[Your goal]:
Extract the records in full, leaving every picture out.

· · ·

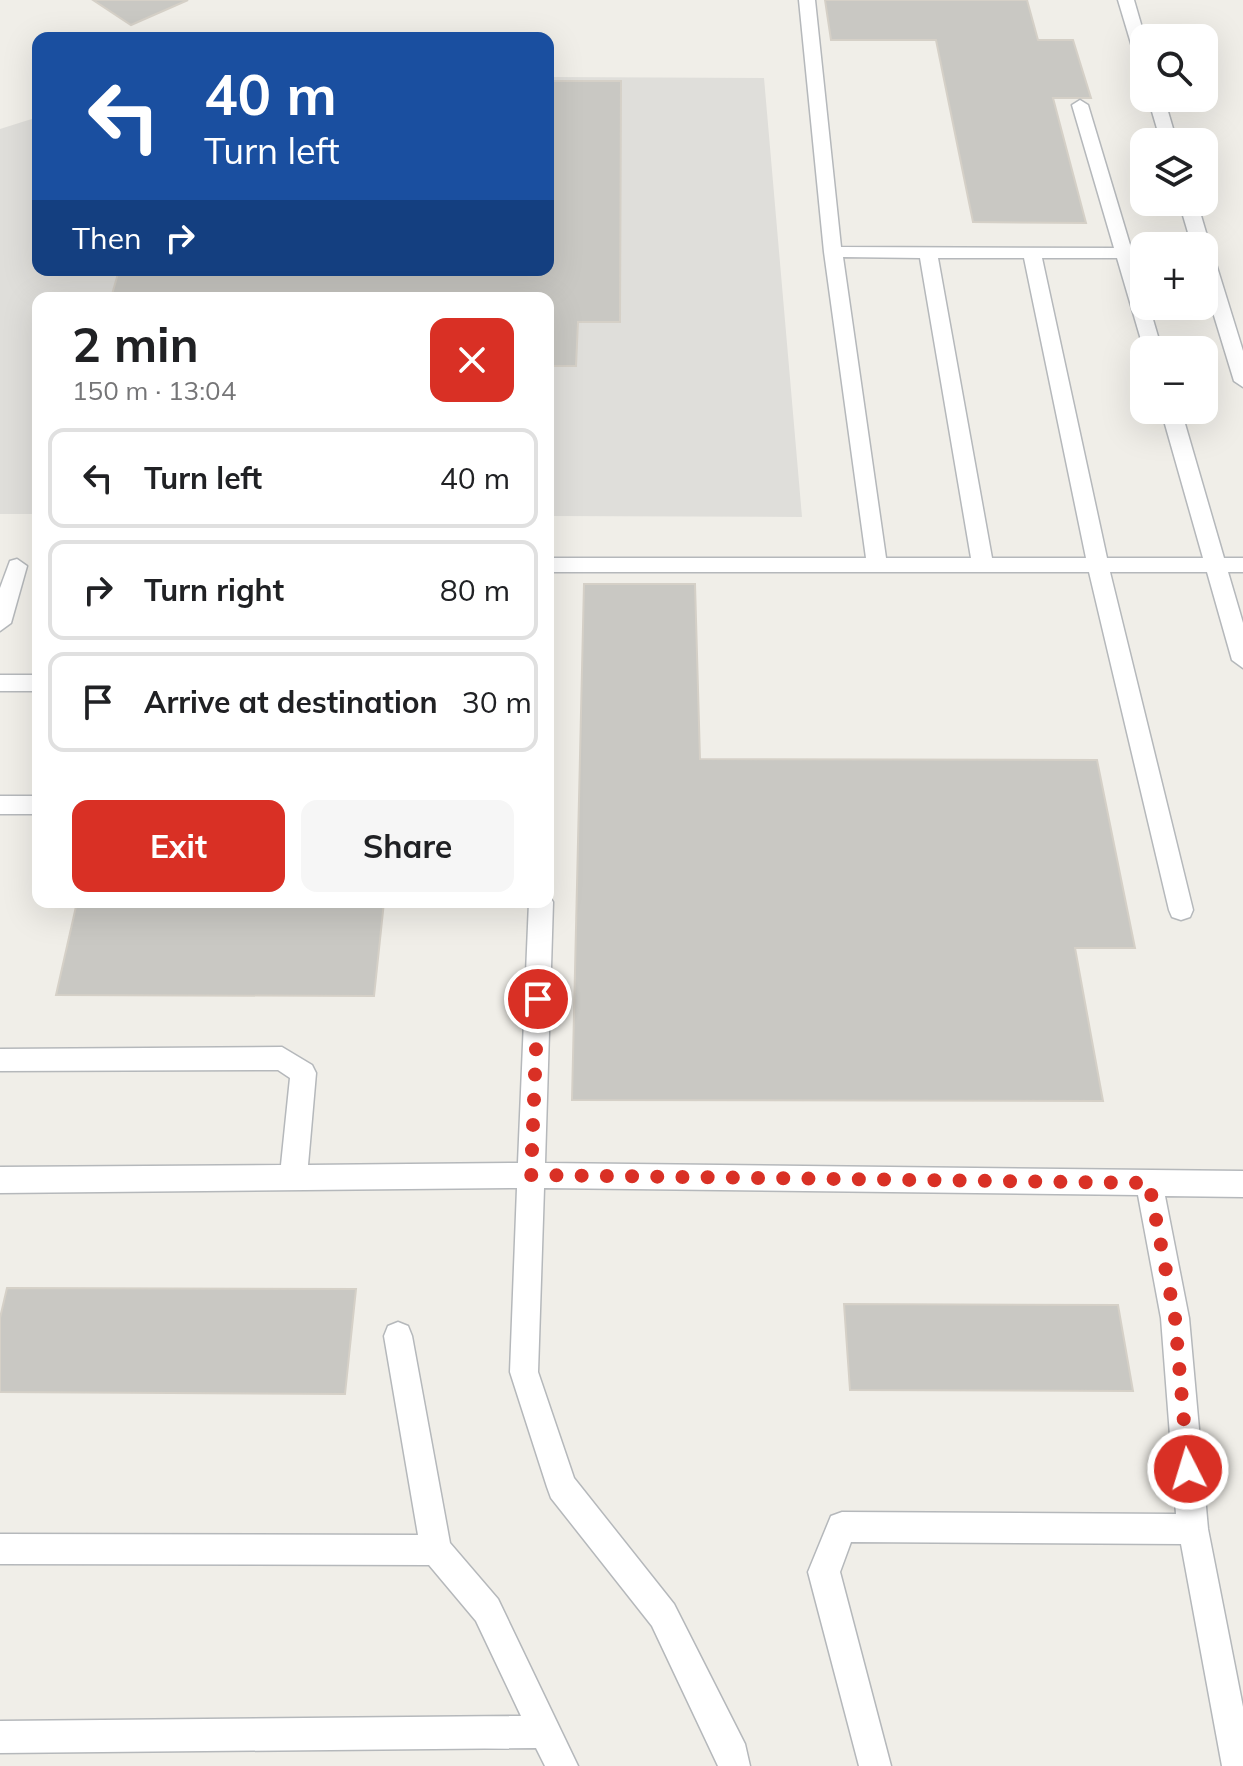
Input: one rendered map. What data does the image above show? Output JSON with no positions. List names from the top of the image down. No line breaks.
{"page":{"map_buttons":["+","−"],"turn":["40 m","Turn left"],"then":"Then","heading":["2 min","150 m · 13:04"],"list":[{"name":"Turn left","value":"40 m"},{"name":"Turn right","value":"80 m"},{"name":"Arrive at destination","value":"30 m"}],"buttons":["Exit","Share"]}}
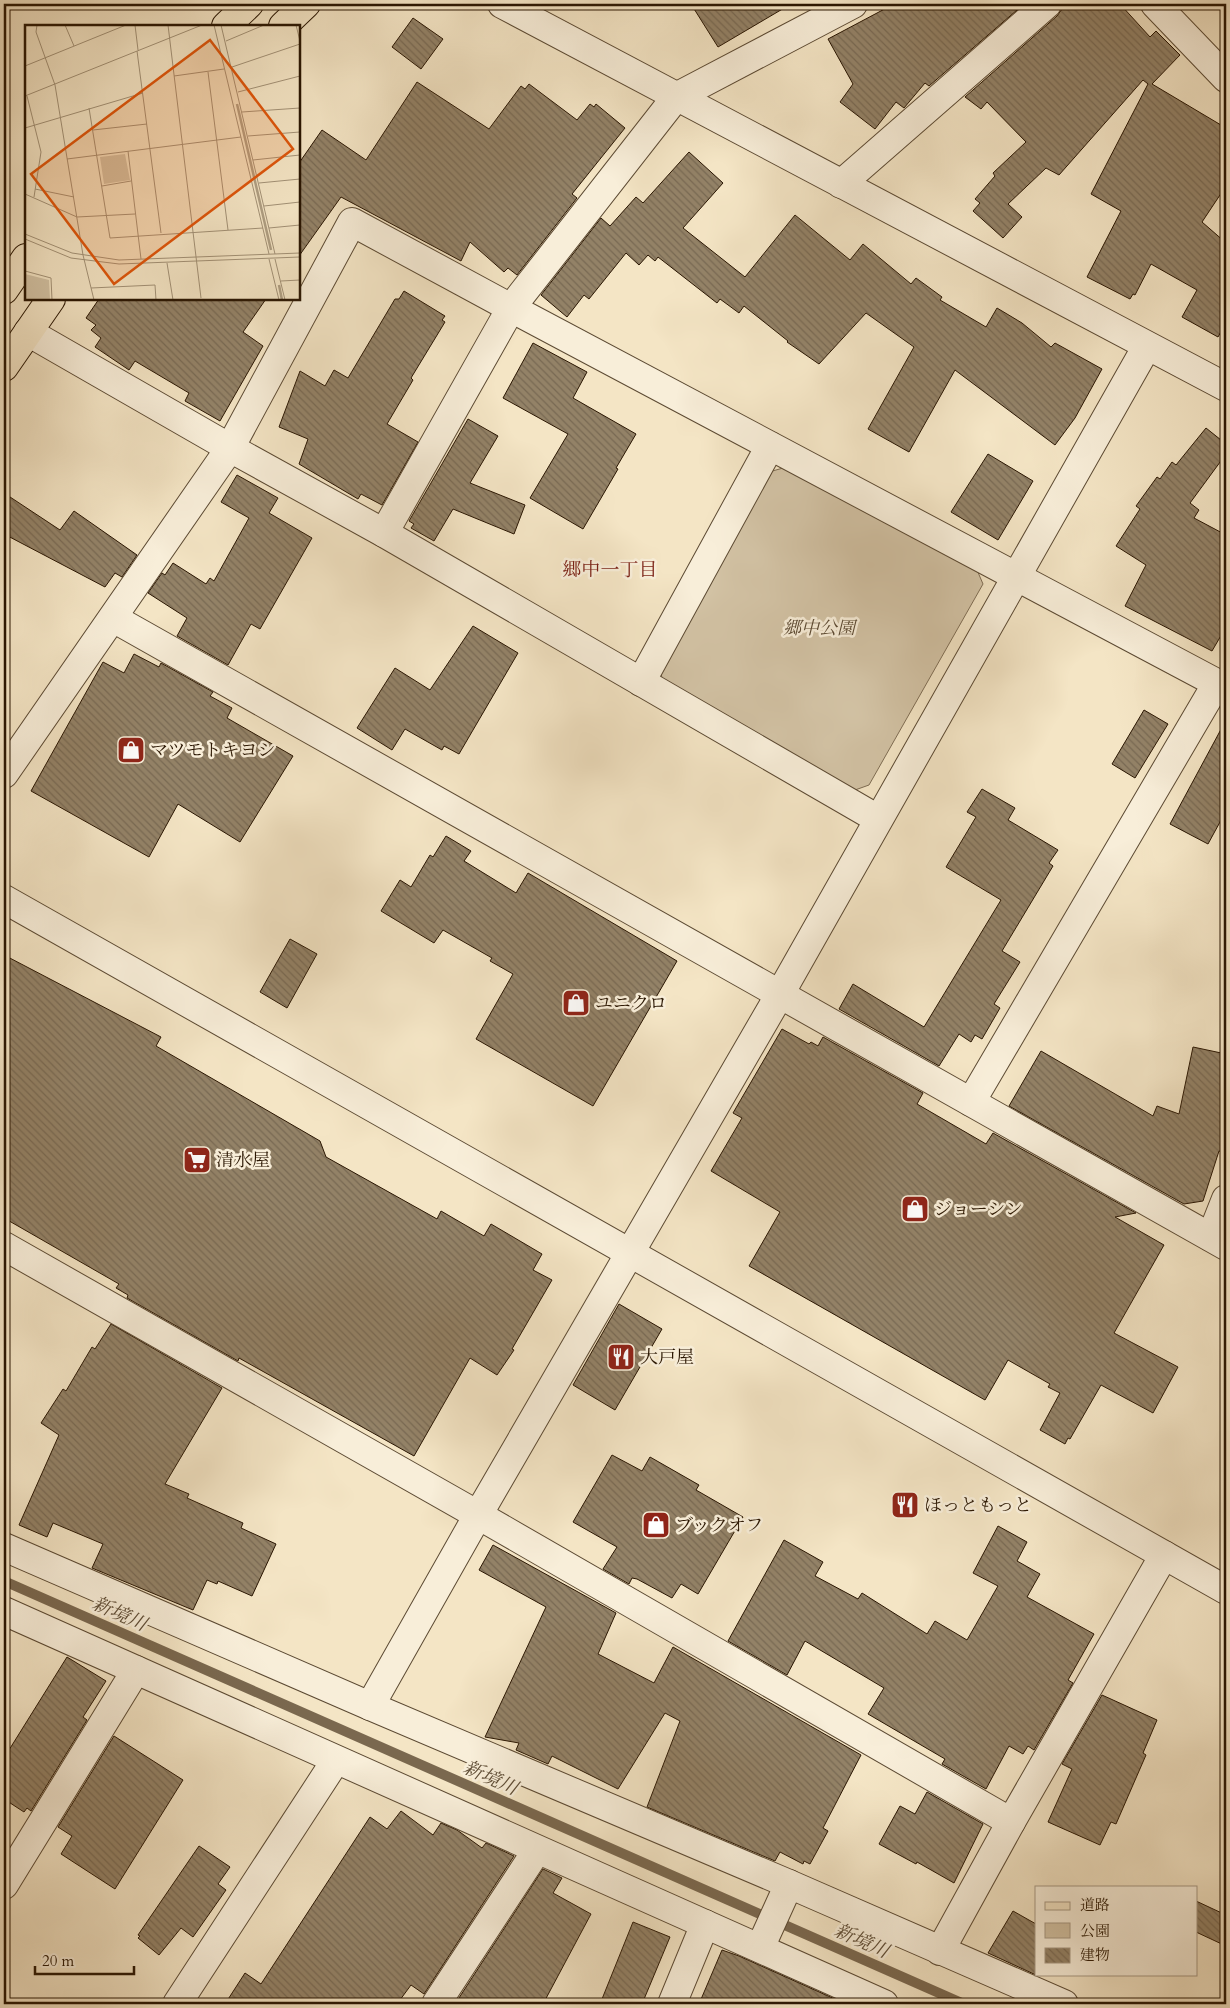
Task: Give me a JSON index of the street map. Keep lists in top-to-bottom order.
{
  "districts": ["郷中一丁目"],
  "water": ["新境川"],
  "parks": ["郷中公園"],
  "places": {
    "shop": [
      "マツモトキヨシ",
      "ユニクロ",
      "ジョーシン",
      "ブックオフ"
    ],
    "supermarket": ["清水屋"],
    "restaurant": ["大戸屋", "ほっともっと"]
  },
  "legend": ["道路", "公園", "建物"],
  "scale_bar": "20 m"
}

· · ·

[Answer to the exercise]:
Input: one rendered map. What data does the image above show? Output JSON with no positions. List names from the top of the image down. No line breaks.
{"page":{"map_buttons":["+","−"],"turn":["40 m","Turn left"],"then":"Then","heading":["2 min","150 m · 13:04"],"list":[{"name":"Turn left","value":"40 m"},{"name":"Turn right","value":"80 m"},{"name":"Arrive at destination","value":"30 m"}],"buttons":["Exit","Share"]}}
Task: Give me a JSON index of the street map. Keep lists in top-to-bottom order.
{
  "districts": ["郷中一丁目"],
  "water": ["新境川"],
  "parks": ["郷中公園"],
  "places": {
    "shop": [
      "マツモトキヨシ",
      "ユニクロ",
      "ジョーシン",
      "ブックオフ"
    ],
    "supermarket": ["清水屋"],
    "restaurant": ["大戸屋", "ほっともっと"]
  },
  "legend": ["道路", "公園", "建物"],
  "scale_bar": "20 m"
}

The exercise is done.